REQUIRED ACTION: In total, how many lines of the data contain the word "Avenue"? Only that number is wanted.
##### THE DATA
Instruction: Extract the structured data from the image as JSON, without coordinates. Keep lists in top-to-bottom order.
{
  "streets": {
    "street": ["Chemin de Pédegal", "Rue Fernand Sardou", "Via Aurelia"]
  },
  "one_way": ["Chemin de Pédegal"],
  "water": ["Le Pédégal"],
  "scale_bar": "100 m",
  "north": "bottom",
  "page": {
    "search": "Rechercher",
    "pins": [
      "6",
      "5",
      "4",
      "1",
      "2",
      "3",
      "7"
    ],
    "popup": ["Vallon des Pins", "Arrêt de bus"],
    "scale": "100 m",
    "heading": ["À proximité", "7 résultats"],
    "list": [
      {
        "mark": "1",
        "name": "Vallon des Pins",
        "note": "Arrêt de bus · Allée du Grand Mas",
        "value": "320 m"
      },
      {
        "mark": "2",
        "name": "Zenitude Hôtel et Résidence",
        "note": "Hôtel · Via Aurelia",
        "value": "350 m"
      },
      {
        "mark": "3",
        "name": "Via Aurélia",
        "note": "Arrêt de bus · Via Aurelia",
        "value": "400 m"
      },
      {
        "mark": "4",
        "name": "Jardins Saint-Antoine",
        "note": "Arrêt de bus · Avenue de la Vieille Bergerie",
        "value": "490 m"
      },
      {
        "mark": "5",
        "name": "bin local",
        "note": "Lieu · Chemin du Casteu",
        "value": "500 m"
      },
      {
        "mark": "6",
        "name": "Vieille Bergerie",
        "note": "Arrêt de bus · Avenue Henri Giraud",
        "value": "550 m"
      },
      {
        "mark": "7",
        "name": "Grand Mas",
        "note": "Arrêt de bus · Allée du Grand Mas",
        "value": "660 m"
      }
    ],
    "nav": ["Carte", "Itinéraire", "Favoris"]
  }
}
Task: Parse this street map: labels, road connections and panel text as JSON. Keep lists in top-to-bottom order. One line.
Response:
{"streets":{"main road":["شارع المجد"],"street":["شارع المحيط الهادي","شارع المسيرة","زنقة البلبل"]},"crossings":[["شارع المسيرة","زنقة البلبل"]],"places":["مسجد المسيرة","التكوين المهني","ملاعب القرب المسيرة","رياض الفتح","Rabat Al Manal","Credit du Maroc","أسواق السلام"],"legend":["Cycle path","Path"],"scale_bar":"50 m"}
##########
EXERCISE ANSWER: 2